46 Ca and 48 Ca is the first "classical stable" nuclear with six neutrons or eight excess neutrons. Although very rich in neutrons for such light elements, the 48 Ca is very stable because it is a double magical nucleus, has 20 protons and 28 neutrons arranged in a sealed shell. The decay of its beta to 48 Sc was severely hindered by the gross sponge incompatibility: 48 Ca has zero nuclear rotation, becomes even, while 48 Sc has round 6, so its decay is forbidden by conservation of angular momentum.

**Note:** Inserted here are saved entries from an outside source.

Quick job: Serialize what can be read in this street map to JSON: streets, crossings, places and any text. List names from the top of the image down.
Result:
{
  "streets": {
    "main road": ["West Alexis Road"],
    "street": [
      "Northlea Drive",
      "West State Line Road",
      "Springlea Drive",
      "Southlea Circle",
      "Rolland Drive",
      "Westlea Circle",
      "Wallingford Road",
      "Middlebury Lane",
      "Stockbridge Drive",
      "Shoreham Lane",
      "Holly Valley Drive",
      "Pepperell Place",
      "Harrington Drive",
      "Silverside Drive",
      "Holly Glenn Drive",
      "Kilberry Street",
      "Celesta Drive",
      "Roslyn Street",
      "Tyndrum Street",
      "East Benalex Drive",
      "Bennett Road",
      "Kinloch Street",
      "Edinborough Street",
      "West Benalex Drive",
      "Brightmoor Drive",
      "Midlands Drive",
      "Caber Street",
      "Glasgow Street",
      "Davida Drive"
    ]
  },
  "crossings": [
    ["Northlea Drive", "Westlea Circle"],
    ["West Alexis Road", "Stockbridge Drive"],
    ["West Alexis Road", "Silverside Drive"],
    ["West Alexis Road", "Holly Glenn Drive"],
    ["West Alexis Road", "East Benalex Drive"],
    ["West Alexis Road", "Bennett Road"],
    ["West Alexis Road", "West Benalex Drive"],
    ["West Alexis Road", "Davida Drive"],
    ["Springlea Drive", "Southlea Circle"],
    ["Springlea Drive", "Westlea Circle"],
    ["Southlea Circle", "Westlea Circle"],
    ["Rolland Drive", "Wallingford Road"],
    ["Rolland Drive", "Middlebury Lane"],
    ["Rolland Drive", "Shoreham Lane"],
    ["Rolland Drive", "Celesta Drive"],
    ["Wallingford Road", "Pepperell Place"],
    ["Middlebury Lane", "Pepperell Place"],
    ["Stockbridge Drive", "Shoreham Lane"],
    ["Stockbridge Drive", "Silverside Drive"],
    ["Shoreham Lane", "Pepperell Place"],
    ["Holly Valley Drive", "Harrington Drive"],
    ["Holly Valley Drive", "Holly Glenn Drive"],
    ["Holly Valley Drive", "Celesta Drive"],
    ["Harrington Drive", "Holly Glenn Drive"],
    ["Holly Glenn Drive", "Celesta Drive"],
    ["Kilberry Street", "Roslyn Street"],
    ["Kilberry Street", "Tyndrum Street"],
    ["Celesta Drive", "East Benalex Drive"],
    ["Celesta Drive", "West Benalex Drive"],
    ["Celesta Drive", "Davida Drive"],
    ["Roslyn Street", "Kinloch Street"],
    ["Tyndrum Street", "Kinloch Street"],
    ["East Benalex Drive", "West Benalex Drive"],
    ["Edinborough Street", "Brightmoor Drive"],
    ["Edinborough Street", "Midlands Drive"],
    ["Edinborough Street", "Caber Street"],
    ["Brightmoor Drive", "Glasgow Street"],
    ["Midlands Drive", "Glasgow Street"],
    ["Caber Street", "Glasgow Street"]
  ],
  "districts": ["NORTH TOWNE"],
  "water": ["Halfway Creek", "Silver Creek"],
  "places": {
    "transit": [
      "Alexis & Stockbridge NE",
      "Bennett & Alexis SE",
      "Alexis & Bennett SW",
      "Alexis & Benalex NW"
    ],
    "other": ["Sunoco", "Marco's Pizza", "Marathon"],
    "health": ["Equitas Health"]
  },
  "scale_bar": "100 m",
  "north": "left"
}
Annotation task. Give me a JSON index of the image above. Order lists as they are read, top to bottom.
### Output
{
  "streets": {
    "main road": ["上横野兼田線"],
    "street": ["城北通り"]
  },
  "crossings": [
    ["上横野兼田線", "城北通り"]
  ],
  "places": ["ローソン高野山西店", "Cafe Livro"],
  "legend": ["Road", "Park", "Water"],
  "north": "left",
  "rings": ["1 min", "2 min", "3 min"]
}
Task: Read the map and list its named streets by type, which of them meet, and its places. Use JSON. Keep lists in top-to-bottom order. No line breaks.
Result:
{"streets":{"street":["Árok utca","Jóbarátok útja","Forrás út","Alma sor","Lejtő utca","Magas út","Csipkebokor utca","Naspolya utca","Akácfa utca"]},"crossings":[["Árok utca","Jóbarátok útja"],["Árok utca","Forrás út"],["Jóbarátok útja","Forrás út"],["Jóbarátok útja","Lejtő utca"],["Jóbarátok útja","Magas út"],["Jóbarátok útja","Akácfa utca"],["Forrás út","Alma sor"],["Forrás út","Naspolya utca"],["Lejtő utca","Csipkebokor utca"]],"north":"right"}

While the two happy conditions 48 Sc are available for decay as well, they are also prohibited because of their high spins. Consequently, when the 48 Ca decays, it does so with a double beta decay to a 48 Ti instead, being the lightest nuclide known to have double beta decay. Heavy isotope 46 Ca also theoretically can experience double beta decay to 46 Ti too, but this is never observed; the lightest and most common isotope 40 Ca is also double magic and can have double electron capture to 40 Ar, but this is also never observed. Calcium is the only element that has two dual primordial magical isotopes. The lower limit of experiments for half-time 40 Ca and 46 Ca were 5,9Ã,ÃÆ'â € "10 21 Ã, year and 2.8Ã , ÃÆ' â € "Ã, 10 15 Ã, successive years.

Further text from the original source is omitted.